Dan vind ik ook datje daarop een stuk preventie moet zetten. De criminaliteit ligt in ieder geval
op de loer. Naarmate drugs en alcohol, grootschalige handel en grof geweld de kwaliteit van
de preventie naar de achtergrond drukken, ik kijk in de richting van wethouder Van Raak, kunnen
wij slechts dweilen met de kraan open. Ik heb ook in de commissie gezegd dat daarin prima zaken
zitten als het gaat om het uitwerken van dat preventiebeleid, dus niet de nazorg, maar de voorzorg.

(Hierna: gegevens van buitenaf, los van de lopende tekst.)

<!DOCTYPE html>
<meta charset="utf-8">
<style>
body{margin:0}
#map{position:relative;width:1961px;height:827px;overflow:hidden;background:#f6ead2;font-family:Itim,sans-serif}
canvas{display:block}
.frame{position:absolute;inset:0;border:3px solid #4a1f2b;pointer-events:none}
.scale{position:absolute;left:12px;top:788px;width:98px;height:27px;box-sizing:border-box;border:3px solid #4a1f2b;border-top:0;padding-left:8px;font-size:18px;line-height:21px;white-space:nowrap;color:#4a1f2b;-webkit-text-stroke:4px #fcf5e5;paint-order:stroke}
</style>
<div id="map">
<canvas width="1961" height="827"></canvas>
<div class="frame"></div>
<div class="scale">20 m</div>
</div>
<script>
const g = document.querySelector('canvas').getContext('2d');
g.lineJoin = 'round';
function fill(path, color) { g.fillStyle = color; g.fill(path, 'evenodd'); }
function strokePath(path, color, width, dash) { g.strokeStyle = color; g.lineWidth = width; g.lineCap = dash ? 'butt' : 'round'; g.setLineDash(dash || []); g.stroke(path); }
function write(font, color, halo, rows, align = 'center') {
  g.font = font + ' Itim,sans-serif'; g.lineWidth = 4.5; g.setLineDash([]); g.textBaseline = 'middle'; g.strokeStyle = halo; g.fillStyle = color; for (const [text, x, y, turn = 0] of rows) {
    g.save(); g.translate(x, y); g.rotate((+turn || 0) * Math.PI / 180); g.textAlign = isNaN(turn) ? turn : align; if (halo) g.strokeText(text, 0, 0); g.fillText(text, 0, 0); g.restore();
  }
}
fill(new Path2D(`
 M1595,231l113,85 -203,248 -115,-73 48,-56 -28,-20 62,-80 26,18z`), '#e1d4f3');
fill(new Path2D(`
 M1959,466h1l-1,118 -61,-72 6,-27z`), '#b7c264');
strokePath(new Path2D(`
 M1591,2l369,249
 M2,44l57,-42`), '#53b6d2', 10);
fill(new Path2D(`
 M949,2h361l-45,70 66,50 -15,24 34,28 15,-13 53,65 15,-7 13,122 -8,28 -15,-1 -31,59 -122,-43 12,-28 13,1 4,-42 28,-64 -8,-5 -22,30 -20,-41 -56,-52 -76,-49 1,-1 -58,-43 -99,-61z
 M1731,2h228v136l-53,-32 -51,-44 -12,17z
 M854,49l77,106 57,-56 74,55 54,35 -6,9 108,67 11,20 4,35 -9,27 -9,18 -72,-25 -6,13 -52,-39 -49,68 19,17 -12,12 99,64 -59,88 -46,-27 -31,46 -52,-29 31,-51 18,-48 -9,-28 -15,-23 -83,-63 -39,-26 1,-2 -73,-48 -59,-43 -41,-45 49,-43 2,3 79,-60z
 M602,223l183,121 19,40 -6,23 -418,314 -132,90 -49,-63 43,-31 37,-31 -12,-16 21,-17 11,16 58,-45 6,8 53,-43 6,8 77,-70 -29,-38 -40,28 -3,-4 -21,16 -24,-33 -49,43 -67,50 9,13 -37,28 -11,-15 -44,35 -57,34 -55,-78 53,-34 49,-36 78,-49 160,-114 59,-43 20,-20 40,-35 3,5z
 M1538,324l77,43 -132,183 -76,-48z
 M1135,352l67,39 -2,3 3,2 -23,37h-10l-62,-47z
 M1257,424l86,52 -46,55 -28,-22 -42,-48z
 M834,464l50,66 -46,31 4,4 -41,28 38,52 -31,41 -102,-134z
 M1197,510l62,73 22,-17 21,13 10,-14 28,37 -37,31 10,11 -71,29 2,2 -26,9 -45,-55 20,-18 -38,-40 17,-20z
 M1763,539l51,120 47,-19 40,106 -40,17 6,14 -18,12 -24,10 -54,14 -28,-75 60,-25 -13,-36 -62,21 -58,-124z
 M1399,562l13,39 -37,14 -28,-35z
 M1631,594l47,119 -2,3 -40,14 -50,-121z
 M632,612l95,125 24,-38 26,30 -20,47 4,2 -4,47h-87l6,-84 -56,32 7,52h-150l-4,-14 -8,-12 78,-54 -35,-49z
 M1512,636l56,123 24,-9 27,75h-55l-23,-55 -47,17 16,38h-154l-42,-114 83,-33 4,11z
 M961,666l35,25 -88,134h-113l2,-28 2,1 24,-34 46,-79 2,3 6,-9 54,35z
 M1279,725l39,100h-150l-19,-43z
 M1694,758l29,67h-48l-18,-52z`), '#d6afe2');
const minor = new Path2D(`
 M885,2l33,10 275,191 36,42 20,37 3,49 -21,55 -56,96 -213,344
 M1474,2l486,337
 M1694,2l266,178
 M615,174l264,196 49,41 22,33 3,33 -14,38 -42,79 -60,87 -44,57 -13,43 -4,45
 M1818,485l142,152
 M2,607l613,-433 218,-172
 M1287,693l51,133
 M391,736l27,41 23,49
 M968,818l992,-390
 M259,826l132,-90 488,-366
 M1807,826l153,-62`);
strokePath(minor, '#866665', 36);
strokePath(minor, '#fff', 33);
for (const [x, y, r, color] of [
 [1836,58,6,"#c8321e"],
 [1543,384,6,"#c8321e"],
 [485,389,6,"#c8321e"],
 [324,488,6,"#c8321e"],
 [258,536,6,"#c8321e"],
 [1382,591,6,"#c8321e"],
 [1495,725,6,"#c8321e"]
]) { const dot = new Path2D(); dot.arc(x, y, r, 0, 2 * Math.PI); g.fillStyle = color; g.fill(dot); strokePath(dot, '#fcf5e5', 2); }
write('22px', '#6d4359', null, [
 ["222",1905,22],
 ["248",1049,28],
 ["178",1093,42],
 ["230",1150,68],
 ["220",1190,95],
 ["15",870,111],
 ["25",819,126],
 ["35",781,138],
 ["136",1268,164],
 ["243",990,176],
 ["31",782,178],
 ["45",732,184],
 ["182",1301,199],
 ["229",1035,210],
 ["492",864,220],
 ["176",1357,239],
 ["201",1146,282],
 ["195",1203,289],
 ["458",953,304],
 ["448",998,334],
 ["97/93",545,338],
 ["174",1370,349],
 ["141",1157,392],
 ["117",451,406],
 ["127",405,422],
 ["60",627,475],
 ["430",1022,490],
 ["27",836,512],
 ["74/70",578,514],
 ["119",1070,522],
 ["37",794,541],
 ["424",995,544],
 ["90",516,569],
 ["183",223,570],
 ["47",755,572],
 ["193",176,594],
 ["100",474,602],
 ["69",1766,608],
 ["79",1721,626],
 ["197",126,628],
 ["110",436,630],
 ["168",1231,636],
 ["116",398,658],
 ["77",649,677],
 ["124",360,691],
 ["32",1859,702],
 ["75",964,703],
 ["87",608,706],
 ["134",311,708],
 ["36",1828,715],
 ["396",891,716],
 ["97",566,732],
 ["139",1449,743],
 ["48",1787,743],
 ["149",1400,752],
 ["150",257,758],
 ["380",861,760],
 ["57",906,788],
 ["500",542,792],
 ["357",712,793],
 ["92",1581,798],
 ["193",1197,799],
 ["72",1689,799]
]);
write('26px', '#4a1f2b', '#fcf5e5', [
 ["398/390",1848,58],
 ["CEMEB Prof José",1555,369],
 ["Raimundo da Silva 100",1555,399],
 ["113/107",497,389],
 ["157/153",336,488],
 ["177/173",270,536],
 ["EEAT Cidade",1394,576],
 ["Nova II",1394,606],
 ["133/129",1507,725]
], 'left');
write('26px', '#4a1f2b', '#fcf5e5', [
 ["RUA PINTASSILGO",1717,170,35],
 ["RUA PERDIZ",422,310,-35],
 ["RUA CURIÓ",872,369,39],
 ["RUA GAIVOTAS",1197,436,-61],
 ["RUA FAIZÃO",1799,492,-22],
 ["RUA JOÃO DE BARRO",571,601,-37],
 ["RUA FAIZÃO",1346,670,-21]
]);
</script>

Mijn fractie vindt dat het hele verhaal nog veel te veel is geënt op nazorg en te weinig op
voorzorg, en wij vinden dat wij de jongeren zelf daarvoor juist nodig hebben. Hun ervaringsgege
vens moeten centraal staan en niet de hulpverleningsmachine, die, met alle respect, een gigantische
zorgmachine aan het werk houdt, die voorlopig alleen nog maar zal toenemen. Mijn fractie denkt
het tij onder andere te kunnen keren door in alle openheid jongeren zelf aan het woord te laten,
zelf duidelijk te laten maken hoe zij met dit probleem, met name de combinatie alcohol en drugs,
willen omgaan.
De heer KWISTHOUT
Bij interruptie. Ik kan als jongere de heer Adank meteen van repliek dienen, dat de combinatie
softdrugs en alcohol, mits met mate gebruikt, geen noemenswaardige problemen oplevert.
De heer ADANK
Mijn ervaring met 250 jongeren, en die zijn van ongeveer dezelfde leeftijd als de heer Kwisthout
of iets jonger, is een heel andere. Mijn fractie denkt dus dat tij te kunnen keren door in alle
openheid met de jongeren juist te kunnen omgaan en te vragen wat hun ervaringen zijn, in
hoeverre ze balen van de vele voorzorgsmaatregelen die ze moeten treffen in hun uitgaanspatroon.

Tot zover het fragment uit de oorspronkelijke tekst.